(Source information):

===============

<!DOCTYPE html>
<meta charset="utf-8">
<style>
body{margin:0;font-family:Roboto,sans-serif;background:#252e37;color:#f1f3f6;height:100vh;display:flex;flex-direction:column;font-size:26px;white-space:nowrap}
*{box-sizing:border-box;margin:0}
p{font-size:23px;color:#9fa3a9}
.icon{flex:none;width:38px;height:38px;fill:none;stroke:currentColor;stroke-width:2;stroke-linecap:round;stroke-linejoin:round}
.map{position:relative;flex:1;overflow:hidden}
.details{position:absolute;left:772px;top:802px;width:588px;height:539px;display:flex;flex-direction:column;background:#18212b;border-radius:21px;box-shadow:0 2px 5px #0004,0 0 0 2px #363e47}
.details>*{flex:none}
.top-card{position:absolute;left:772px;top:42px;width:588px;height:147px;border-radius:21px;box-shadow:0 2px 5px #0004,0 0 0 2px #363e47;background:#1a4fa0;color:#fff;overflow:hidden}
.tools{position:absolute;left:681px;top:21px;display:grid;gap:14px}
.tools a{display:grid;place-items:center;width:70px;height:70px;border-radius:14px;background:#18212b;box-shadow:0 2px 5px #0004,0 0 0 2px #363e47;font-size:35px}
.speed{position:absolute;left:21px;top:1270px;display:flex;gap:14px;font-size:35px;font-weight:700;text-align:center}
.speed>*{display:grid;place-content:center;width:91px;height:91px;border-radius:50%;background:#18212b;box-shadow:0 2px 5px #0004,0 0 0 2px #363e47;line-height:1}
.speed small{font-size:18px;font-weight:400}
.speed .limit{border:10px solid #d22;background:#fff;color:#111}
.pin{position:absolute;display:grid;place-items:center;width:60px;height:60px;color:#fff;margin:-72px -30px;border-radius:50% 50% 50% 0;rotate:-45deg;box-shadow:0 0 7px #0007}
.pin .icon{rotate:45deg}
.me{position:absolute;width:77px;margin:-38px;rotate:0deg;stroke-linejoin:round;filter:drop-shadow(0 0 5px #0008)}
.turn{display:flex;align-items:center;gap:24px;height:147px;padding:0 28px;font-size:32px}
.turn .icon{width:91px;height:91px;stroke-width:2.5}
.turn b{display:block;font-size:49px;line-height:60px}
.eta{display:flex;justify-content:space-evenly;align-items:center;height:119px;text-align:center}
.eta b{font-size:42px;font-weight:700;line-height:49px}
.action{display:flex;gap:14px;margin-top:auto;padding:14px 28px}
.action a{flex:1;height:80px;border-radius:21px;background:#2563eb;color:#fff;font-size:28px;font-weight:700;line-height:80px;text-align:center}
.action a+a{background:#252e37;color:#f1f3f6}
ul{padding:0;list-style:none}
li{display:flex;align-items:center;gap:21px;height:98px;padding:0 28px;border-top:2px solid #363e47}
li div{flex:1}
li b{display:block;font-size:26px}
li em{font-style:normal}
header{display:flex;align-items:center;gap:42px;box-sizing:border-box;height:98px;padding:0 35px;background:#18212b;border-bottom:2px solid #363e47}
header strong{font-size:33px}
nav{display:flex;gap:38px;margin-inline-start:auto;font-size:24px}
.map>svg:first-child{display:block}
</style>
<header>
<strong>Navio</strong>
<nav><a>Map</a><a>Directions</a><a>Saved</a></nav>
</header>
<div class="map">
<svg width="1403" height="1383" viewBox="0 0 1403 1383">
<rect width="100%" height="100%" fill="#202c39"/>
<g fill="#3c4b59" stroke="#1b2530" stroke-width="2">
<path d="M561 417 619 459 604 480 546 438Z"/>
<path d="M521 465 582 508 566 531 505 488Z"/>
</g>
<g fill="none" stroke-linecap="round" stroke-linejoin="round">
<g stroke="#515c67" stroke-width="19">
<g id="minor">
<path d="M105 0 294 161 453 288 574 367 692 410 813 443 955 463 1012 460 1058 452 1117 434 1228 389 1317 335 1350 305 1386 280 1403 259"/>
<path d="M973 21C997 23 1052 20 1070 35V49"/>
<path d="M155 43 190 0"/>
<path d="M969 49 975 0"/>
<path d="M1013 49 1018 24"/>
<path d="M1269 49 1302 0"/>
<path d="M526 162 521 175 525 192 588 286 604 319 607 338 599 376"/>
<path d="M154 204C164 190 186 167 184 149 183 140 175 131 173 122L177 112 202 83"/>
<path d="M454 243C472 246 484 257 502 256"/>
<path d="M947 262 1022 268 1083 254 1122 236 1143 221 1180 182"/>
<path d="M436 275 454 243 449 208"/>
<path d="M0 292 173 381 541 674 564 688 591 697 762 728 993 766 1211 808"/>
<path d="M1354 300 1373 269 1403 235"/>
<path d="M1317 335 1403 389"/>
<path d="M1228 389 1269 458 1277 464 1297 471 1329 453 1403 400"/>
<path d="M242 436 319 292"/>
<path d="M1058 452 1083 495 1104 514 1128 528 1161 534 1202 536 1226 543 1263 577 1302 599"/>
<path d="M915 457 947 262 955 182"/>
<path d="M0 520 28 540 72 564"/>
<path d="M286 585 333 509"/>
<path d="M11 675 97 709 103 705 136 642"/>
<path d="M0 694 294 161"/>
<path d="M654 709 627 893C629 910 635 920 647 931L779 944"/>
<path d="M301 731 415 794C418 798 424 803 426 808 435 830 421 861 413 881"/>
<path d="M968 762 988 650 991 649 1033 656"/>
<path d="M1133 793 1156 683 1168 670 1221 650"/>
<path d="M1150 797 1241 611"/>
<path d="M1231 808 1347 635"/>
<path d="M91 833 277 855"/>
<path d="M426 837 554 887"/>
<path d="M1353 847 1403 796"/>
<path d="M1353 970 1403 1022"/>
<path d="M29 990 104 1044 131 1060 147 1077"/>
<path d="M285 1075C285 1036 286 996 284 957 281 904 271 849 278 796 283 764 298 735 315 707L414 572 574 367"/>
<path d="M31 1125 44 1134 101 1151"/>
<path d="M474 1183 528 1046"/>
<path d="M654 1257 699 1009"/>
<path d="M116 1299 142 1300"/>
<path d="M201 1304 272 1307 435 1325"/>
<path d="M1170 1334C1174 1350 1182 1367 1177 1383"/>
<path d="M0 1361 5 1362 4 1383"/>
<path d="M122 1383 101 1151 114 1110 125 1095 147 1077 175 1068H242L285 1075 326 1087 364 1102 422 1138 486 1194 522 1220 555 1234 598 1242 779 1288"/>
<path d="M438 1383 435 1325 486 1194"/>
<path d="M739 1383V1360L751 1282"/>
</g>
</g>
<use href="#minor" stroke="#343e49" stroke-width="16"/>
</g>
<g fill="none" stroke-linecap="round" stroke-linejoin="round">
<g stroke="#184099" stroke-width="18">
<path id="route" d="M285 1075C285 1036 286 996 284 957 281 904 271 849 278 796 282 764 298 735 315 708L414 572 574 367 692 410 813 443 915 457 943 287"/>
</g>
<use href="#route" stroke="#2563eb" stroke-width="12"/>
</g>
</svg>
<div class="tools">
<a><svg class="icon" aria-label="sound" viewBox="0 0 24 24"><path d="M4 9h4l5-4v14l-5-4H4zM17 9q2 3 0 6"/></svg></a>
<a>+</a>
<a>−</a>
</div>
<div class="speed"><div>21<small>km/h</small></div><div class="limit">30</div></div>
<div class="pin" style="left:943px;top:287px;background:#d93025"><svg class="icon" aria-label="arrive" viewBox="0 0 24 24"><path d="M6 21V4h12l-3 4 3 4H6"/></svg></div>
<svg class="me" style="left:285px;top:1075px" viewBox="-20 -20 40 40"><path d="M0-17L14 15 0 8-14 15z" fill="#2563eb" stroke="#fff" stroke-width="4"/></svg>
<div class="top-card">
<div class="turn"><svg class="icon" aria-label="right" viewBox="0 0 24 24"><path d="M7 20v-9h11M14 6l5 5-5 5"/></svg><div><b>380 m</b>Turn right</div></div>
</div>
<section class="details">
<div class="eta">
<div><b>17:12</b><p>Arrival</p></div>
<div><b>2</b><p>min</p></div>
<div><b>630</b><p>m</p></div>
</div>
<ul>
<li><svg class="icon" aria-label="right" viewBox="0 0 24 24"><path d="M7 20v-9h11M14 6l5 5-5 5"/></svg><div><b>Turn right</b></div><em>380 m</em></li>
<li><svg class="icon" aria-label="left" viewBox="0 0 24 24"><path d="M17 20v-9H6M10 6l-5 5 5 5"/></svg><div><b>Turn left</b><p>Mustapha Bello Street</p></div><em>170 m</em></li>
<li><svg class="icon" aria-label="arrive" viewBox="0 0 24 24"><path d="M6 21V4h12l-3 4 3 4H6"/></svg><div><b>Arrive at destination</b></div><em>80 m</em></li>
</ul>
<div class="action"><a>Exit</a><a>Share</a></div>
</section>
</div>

===============

(Exercise):
Go through the entries above and count each line that contains the string "small". Reply only with the total.

(Answer):
2